The front ends of longitudinal arms 7a and 7b of stirrup 7 contact an interior transverse surface 6a of nose portion 6b of pedal 6, in which the anterior end transverse sections 4d of arms 4 are engaged and maintained. Pedal 6 also includes pedal plate 6e which carries, on its lower surface, two supports or hangers having orifices or eyelets 6c and 6d, which project downwardly and are situated in a single transverse plane through which arms 7a and 7b of stirrup 7, respectively, pass. Compression springs 11, 12, 13, and 14 are engaged on the two longitudinal arms 7a and 7b of stirrup 7. The anterior compression springs 11 and 13 are positioned on arms 7a and 7b, respectively, between enlarged heads 7d and 7e provided at the two anterior ends of the respective arms 7a and 7b and supports 6c and 6d positioned rearwardly towards the middle of the pedal.

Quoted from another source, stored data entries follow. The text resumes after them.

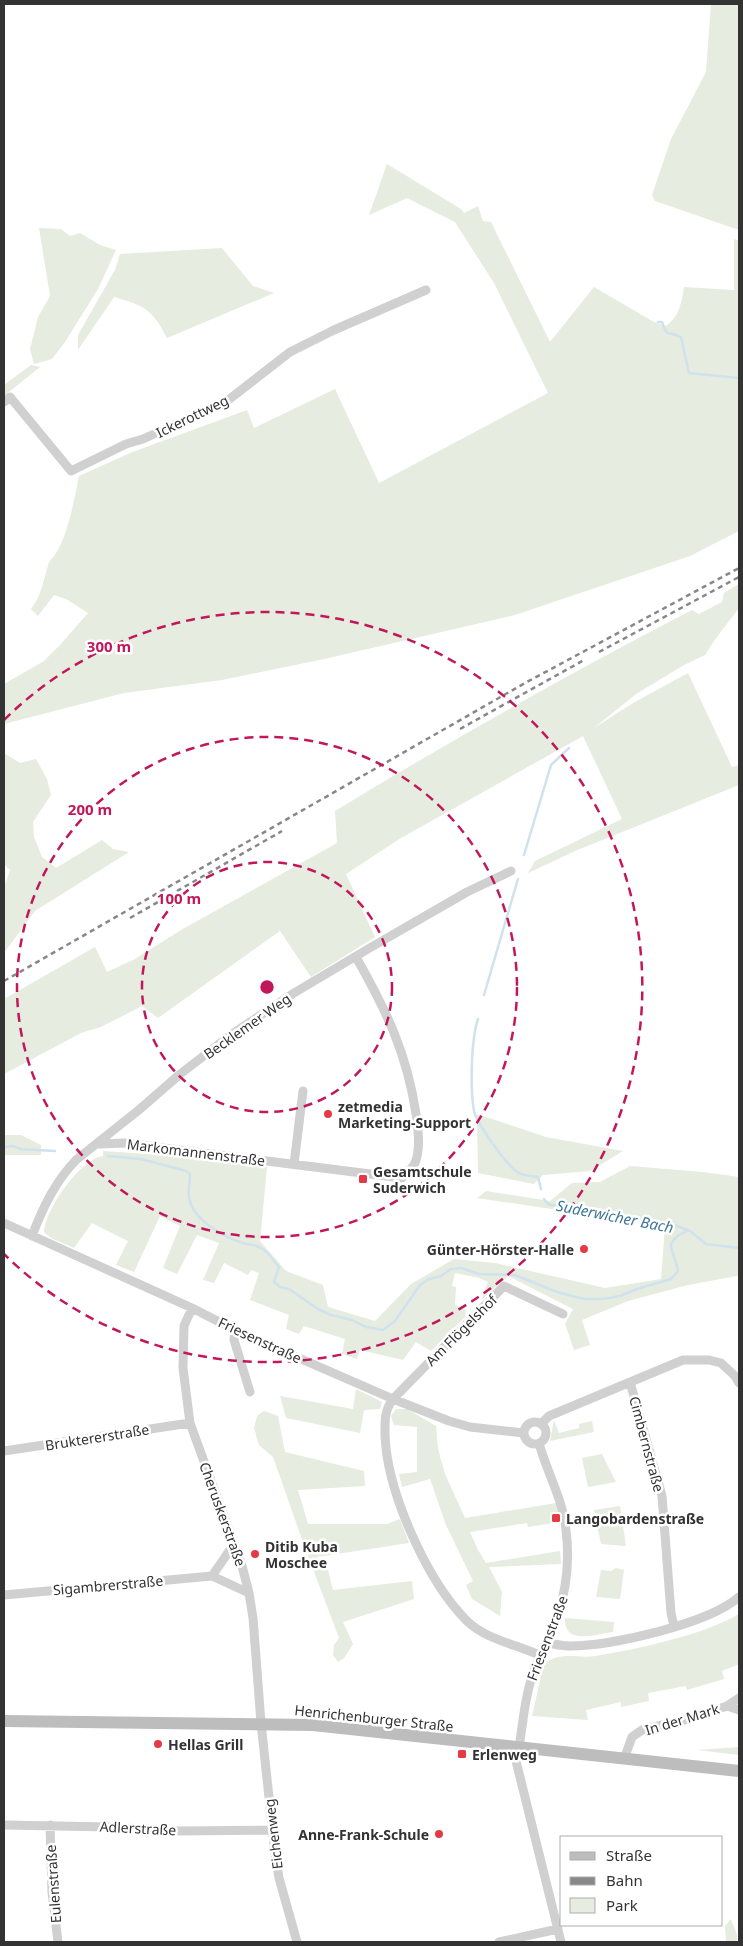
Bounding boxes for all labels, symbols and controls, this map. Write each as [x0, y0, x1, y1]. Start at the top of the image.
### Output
street label: Ickerottweg [153, 390, 231, 442]
text: 300 m [87, 636, 131, 656]
text: 200 m [68, 799, 112, 819]
text: 100 m [157, 888, 201, 908]
centre of rings [258, 978, 276, 996]
street label: Becklemer Weg [200, 989, 294, 1063]
place label: zetmedia Marketing-Support [338, 1097, 471, 1132]
marker: zetmedia Marketing-Support [322, 1108, 334, 1120]
street label: Markomannenstraße [126, 1134, 266, 1170]
place label: Gesamtschule Suderwich [373, 1162, 472, 1197]
marker: Gesamtschule Suderwich [357, 1173, 369, 1185]
water label: Suderwicher Bach [555, 1195, 675, 1237]
place label: Günter-Hörster-Halle [427, 1240, 574, 1259]
marker: Günter-Hörster-Halle [578, 1243, 590, 1255]
street label: Am Flögelshof [421, 1289, 502, 1370]
street label: Friesenstraße [215, 1312, 305, 1368]
street label: Cimbernstraße [625, 1394, 669, 1494]
street label: Bruktererstraße [44, 1419, 150, 1455]
street label: Cheruskerstraße [195, 1459, 251, 1569]
place label: Langobardenstraße [566, 1509, 704, 1528]
marker: Langobardenstraße [550, 1512, 562, 1524]
place label: Ditib Kuba Moschee [265, 1537, 338, 1572]
marker: Ditib Kuba Moschee [249, 1548, 261, 1560]
street label: Sigambrerstraße [52, 1571, 164, 1599]
street label: Friesenstraße [522, 1593, 572, 1683]
street label: In der Mark [643, 1699, 722, 1739]
street label: Henrichenburger Straße [293, 1700, 455, 1736]
place label: Hellas Grill [168, 1735, 243, 1754]
marker: Hellas Grill [152, 1738, 164, 1750]
place label: Erlenweg [472, 1745, 537, 1764]
marker: Erlenweg [456, 1748, 468, 1760]
street label: Eichenweg [259, 1798, 287, 1870]
street label: Adlerstraße [99, 1817, 177, 1839]
place label: Anne-Frank-Schule [298, 1825, 429, 1844]
marker: Anne-Frank-Schule [433, 1828, 445, 1840]
legend [560, 1836, 723, 1926]
street label: Eulenstraße [41, 1844, 65, 1924]
text: Straße [606, 1845, 652, 1865]
text: Bahn [606, 1870, 643, 1890]
text: Park [606, 1895, 638, 1915]

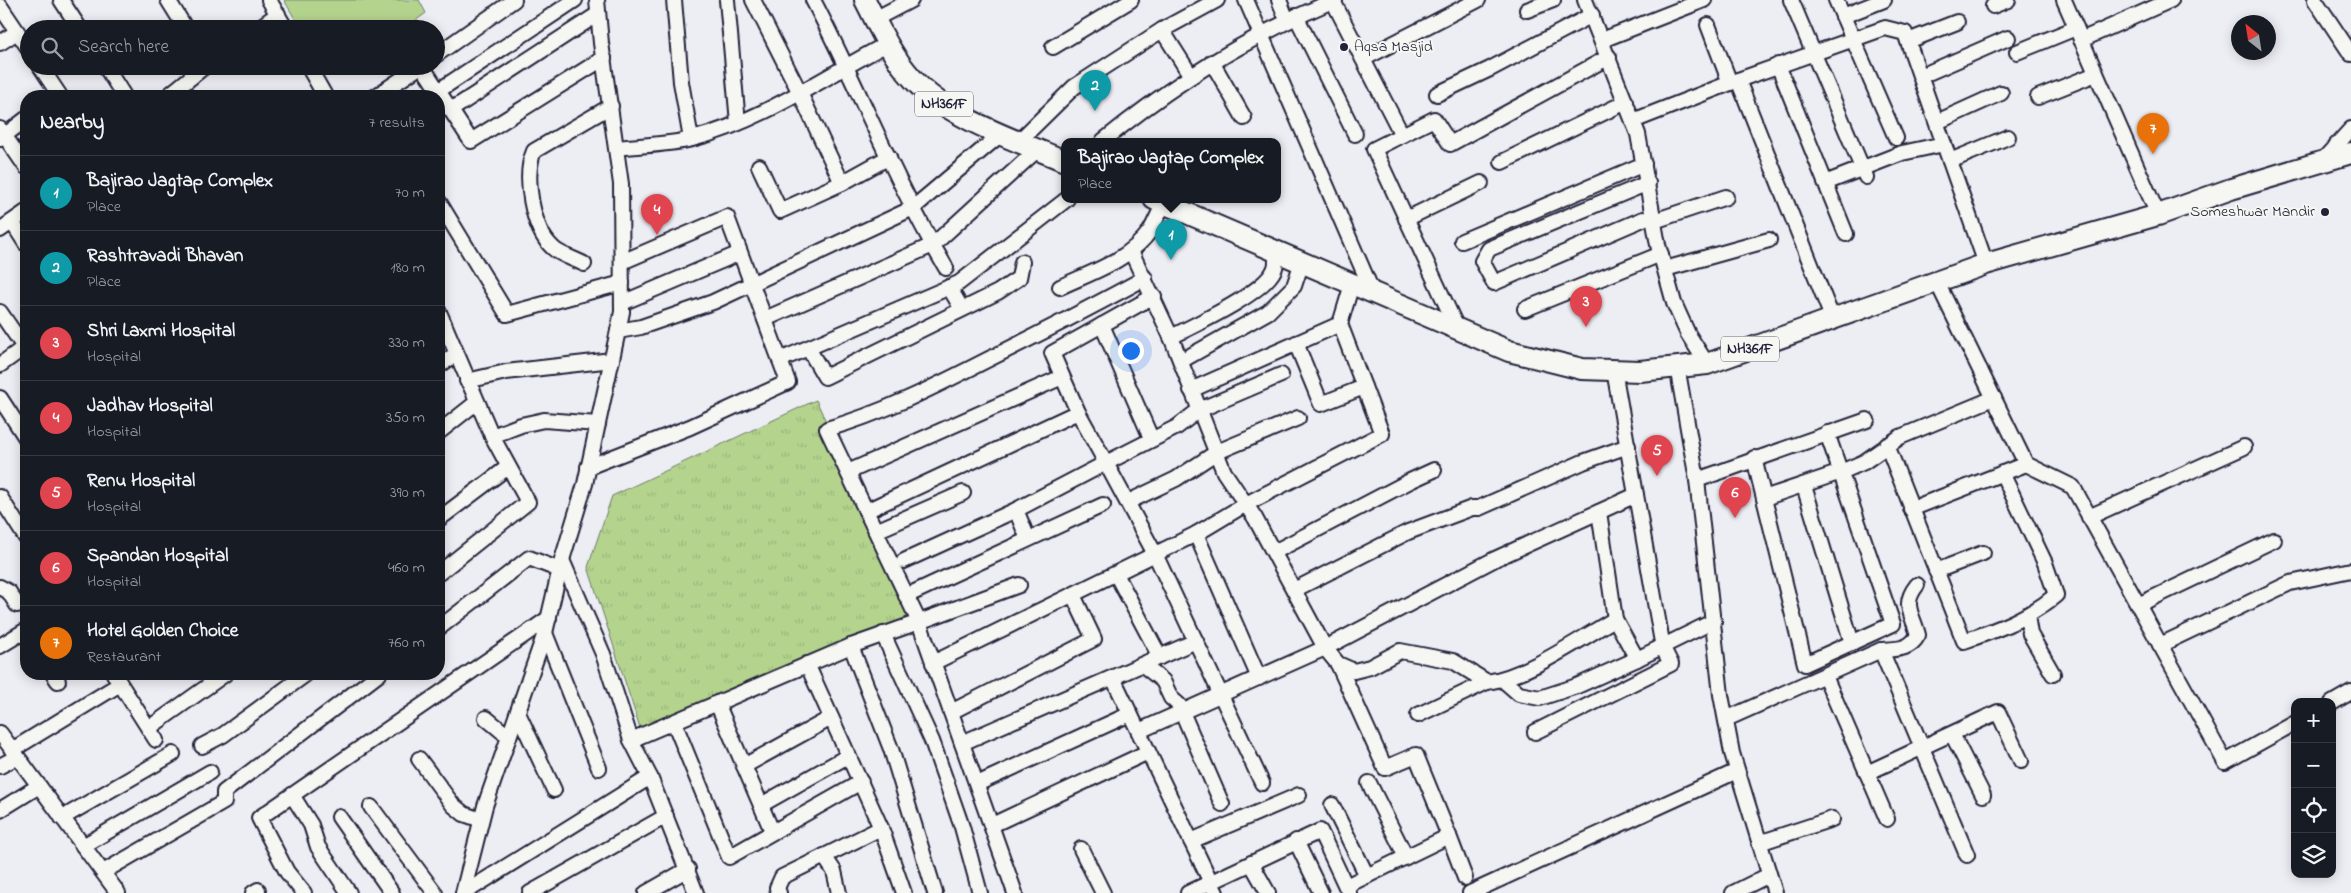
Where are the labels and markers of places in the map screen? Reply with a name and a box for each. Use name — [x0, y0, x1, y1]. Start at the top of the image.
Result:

These heads 7d and 7e contact the interior contact surface 6a of nose portion 6b of pedal 6. The two other posterior compression springs 12 and 14 surround the portions of arms 7a and 7b which extend between supports or hangers 6c and 6d and bearings 8 and 9, respectively.
In the activated braking position, which is shown in FIGS. 1 and 2, the pedal 6 and each arm 4 are maintained in positions which are inclined with respect to the longitudinal plane of the ski from top to bottom and front to rear, the inclination of arms 4 being greater than the inclination of pedal 6. In this equilibrium position, the three transverse axes B, A, C, from left to right as one views the drawings, form a "broken" toggle, the anterior axis B being lifted with respect to the upper or top surface of ski 1. This equilibrium position is caused by springs 11, 12, 13 and 14 which are either totally decompressed or slightly prestressed in compression. Stated another way, axes A, B, C form a "movable triangle" in which the "side" between axes B and C has a variable length.
In the first case, the longitudinal position of supports 6c and 6d under pedal 6 is selected such that the distance between the front surfaces 6f and 6g of these supports 6c and 6d and the interior support surface 6a of nose portion 6b is substantially equal to the length of anterior springs 11 and 13 in a totally decompressed state. Similarly, the distance between the posterior surfaces 6h and 6i of support 6c and 6d and the anterior support surfaces 8a and 9a of bearings 8 and 9 is substantially equal to the length of the posterior springs 12 and 14 when they are in a totally decompressed state.
In the second case, the springs 11, 12, 13, and 14, which are slightly prestressed in compression, exert antagonistic or opposing forces f1 and f2 on supports 6c and 6d of pedal 6. In this regard, it should be pointed out that forces fl exerted towards the rear by anterior springs 11 and 13 are greater than the forces f2 exerted towards the front by the posterior springs 12 and 14 so that the resulting overriding force is directed towards the rear and pedal 6 tends to be pressed by means of its interior contact surface 6a, against heads 7d and 7e of arms 7a and 7b. As a result, stirrup 7 is pulled frontwardly so that its transverse section or bar 7c comes to rest against or contacts the back of bearings 8 and 9 and bearing bar 89. The anterior transverse end sections 4d of arms 4 are subjected to a resulting force exerted in the direction of pivot axis C of bearings 8 and 9, which serves to maintain these anterior transverse end sections 4d in a lifted or raised position with respect to ski 1, so that the shovel plates of spades 5 are positioned beneath ski 1, so as to dig into the snow.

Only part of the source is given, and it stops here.